Users can mitigate costs by running cheaper models (Sonnet or Haiku) for teammates while reserving Opus for the team lead who orchestrates everything. But even with model downgrading, Agent Teams will always cost more than equivalent subagent workflows because communication itself has a price.

When Teams Make Sense

Liao offers a practical heuristic: use subagents when communication between them doesn't matter; use Agent Teams when teammates benefit from sharing findings, challenging each other, and coordinating on complex problems.

Anthropic's documentation lists research and review as strong use cases—exactly what Liao's newsletter evaluation demonstrated. The accuracy reviewer's findings genuinely changed how the engagement reviewer approached subject line recommendations. That coordination produced better output than three isolated agents working independently.

But not every problem needs this architecture. The team lead's design becomes critical—it defines tasks, prompts individual teammates, steers workflow, and serves as the quality gate. As Liao emphasizes: "Getting the most out of agent teams is really going to come down to how you design and prompt your team lead."
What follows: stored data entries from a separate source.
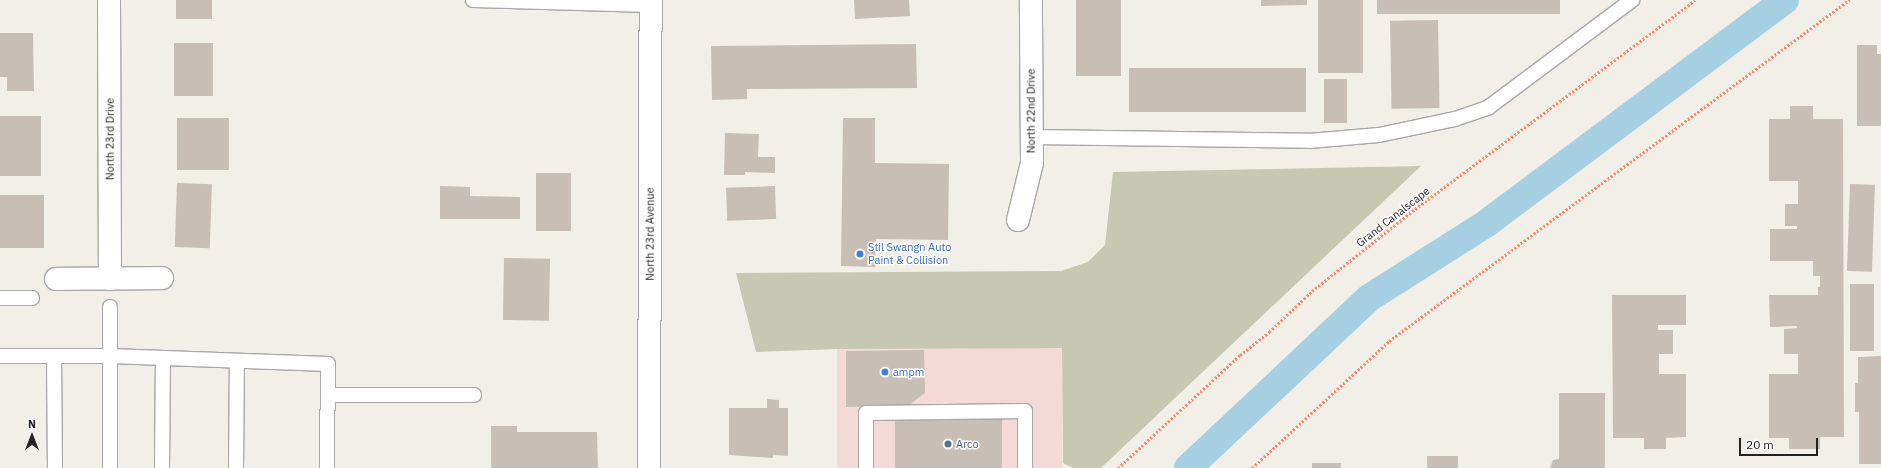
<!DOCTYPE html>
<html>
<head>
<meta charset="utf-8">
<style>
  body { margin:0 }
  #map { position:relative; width:1881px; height:468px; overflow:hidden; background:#f2efe8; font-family:"IBM Plex Sans",sans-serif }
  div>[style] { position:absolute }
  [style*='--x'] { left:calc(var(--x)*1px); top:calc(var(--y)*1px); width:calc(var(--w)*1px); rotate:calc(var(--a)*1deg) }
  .commercial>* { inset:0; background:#f3dad7; transform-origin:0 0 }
  .construction>* { inset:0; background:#c6c8b2 }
  .canal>* { height:28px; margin:-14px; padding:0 14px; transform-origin:14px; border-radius:14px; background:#a6cfe2 }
  .building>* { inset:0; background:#c7bfb6; transform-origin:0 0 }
  .path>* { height:2.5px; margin-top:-1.25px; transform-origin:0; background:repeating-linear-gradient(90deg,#ff876c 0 2px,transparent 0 4px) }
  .roads { filter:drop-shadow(1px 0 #a8a8a8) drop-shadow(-1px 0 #a8a8a8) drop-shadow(0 1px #a8a8a8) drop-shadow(0 -1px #a8a8a8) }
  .service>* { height:14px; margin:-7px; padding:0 7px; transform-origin:7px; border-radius:7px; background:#fff }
  .minor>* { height:22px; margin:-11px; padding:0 11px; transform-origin:11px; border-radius:11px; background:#fff }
  .tertiary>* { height:22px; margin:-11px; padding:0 11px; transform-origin:11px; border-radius:11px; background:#fff }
  .dots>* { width:11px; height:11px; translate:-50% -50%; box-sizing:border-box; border:2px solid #fff; border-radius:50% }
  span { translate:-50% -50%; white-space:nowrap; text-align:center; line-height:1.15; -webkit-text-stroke:3px #fff; paint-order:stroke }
  .street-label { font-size:11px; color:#212121 }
  .shop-label { font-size:11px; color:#366cbe }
  .left { translate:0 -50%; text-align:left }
  .service-label { font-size:11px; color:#4e5e75 }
  .north { position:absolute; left:12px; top:416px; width:40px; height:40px; -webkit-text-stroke:3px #fff; paint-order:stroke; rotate:0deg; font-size:11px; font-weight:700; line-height:16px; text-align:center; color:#212121 }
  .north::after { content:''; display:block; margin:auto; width:14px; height:18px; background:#212121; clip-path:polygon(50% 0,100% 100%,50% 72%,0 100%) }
  .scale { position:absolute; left:1739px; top:438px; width:79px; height:18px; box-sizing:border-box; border:2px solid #212121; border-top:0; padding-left:5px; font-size:12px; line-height:14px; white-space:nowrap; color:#212121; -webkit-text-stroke:3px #fff; paint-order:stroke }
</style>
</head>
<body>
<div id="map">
  <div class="commercial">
    <div style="left:1062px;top:348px;width:120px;height:225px;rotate:90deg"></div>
  </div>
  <div class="construction">
    <div style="clip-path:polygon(1421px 166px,1101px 468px,1073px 468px,1063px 463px,1062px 348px,837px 349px,756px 352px,736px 273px,1061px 271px,1088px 262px,1105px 245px,1113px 172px)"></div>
  </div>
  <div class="canal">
    <div style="--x:1188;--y:468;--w:248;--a:-43.2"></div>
    <div style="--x:1369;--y:298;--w:140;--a:-32.4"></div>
    <div style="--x:1487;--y:223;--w:372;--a:-36.8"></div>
  </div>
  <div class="building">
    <div style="left:176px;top:0;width:36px;height:19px"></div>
    <div style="clip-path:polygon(854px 0,909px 0,910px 16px,855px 19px)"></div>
    <div style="left:1076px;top:0;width:45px;height:76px"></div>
    <div style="clip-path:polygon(1261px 0,1307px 0,1307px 5px,1261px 6px)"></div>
    <div style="left:1318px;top:0;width:45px;height:73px"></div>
    <div style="left:1377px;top:0;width:183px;height:14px"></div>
    <div style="left:1438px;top:20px;width:88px;height:48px;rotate:89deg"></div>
    <div style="clip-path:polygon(0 33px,33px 33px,34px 91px,7px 91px,7px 77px,0 77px)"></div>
    <div style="left:174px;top:43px;width:39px;height:53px"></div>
    <div style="clip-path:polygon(916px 44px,917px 88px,747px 89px,747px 99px,712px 100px,711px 46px)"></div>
    <div style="clip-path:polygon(1857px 45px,1877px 45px,1877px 54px,1881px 54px,1881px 126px,1857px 126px)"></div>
    <div style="left:1129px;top:68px;width:177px;height:44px"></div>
    <div style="left:1324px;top:79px;width:23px;height:44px"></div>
    <div style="clip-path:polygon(1790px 106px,1813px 106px,1813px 119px,1843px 119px,1844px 437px,1820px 437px,1820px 449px,1789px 449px,1789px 438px,1769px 438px,1769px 374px,1798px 374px,1798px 354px,1784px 354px,1784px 329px,1797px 328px,1797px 326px,1770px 327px,1769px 295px,1818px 295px,1818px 287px,1820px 287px,1820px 276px,1813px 276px,1813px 261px,1770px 261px,1770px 229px,1797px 229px,1797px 226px,1785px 226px,1785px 204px,1798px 204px,1798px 181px,1769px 181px,1769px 119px,1790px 119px)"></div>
    <div style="left:0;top:116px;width:41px;height:60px"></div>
    <div style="left:177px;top:118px;width:52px;height:52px"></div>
    <div style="clip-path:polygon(843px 118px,875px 118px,875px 163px,949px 164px,948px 240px,876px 239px,875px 267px,841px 266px)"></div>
    <div style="clip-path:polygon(725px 133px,759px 134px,758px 157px,775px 157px,775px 173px,745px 172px,745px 175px,724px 175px)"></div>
    <div style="left:536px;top:173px;width:35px;height:58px"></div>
    <div style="left:177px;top:183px;width:35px;height:64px;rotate:2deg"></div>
    <div style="left:1850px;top:184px;width:25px;height:87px;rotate:2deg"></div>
    <div style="clip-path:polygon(440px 186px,470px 187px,470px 196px,520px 197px,520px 219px,440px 219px)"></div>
    <div style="left:775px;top:186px;width:33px;height:49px;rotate:88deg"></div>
    <div style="left:0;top:195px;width:44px;height:53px"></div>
    <div style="left:504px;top:258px;width:46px;height:62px;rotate:1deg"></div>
    <div style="left:1850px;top:284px;width:24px;height:67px"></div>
    <div style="clip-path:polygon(1612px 295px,1686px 295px,1686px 325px,1658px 325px,1658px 330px,1673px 330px,1673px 354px,1659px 354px,1659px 374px,1686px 374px,1686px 437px,1666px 438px,1666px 449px,1644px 449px,1644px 438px,1613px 438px)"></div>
    <div style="clip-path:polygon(924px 350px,925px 393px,908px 406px,846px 407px,846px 351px)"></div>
    <div style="clip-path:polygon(1881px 356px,1881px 464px,1859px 464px,1859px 412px,1855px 412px,1855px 383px,1858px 383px,1858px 357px)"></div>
    <div style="clip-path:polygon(1559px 393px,1605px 393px,1605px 468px,1550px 468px,1553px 460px,1559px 459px)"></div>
    <div style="clip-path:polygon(767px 399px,779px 400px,779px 408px,788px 408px,788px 456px,773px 455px,773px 458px,729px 455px,729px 408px,767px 408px)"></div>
    <div style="left:1002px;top:419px;width:49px;height:107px;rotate:90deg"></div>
    <div style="clip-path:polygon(491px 426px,517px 426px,517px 432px,597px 432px,598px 468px,491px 468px)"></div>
    <div style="left:1427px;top:456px;width:31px;height:12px"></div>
    <div style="left:1312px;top:463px;width:29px;height:5px"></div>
  </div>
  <div class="path">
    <div style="--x:1118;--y:468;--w:166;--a:-42.8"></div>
    <div style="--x:1240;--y:355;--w:37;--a:-38"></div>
    <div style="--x:1269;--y:332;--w:59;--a:-43.6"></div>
    <div style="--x:1312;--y:291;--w:132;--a:-38.5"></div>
    <div style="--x:1415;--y:209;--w:349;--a:-36.7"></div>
    <div style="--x:1252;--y:468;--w:187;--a:-42.8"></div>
    <div style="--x:1389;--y:341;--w:573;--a:-36.55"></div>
  </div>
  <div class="roads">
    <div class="service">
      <div style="--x:473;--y:0;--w:178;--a:1.6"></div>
      <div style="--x:1032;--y:137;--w:277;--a:0.8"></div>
      <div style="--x:1309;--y:141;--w:70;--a:-4.9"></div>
      <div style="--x:1379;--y:135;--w:78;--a:-11.9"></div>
      <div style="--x:1455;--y:119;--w:36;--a:-19"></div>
      <div style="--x:1489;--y:107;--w:179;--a:-36.8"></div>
      <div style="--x:0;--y:298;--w:32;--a:0"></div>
      <div style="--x:110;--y:307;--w:161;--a:90"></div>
      <div style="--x:0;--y:356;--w:110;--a:0"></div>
      <div style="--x:110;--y:356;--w:218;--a:2.1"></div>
      <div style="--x:328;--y:364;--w:104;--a:90.6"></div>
      <div style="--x:54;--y:356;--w:112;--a:89.5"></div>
      <div style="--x:328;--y:395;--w:146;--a:0"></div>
      <div style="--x:162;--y:468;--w:109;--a:-89.5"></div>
      <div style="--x:236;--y:468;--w:107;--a:-89.5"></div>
      <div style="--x:866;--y:468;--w:55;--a:-90"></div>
      <div style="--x:866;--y:413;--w:159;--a:-0.7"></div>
      <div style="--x:1025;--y:411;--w:57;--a:90"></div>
    </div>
    <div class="minor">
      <div style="--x:109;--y:0;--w:279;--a:89.8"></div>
      <div style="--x:1018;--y:220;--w:59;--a:-76.2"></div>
      <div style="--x:1032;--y:163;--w:163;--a:-90.4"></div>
      <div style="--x:56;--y:279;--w:106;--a:-0.5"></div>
    </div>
    <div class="tertiary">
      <div style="--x:649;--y:468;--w:468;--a:-89.8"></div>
    </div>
  </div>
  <div class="dots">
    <div style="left:860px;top:254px;background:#3f7fe0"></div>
    <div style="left:885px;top:372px;background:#3f7fe0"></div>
    <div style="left:948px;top:444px;background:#5c6f8a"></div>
  </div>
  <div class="street-label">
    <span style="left:1031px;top:111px;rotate:-90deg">North 22nd Drive</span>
    <span style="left:110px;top:139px;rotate:-90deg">North 23rd Drive</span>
    <span style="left:1393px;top:217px;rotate:-38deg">Grand Canalscape</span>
    <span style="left:650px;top:234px;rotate:-90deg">North 23rd Avenue</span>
  </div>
  <div class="shop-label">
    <span class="left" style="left:868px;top:254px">Stil Swangn Auto<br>Paint &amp; Collision</span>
    <span class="left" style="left:893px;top:372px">ampm</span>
  </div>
  <div class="service-label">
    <span class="left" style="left:956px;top:444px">Arco</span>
  </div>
  <div class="north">N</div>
  <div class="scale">20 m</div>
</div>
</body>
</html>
The feature remains in research preview, requiring manual enabling in settings. It's not production-ready infrastructure. It's an experiment in what multi-agent coordination costs and delivers.

The economic question isn't whether Agent Teams works—Liao's testing shows it does. The question is whether what you're building justifies multiplying your AI costs by factors of three to seven. Sometimes mid-task coordination between specialized agents produces value that sequential single-agent work cannot. Sometimes it just produces expensive inter-agent chat logs about work that one agent could have handled alone.

Samira Okonkwo-Barnes covers technology policy and regulation for Buzzrag.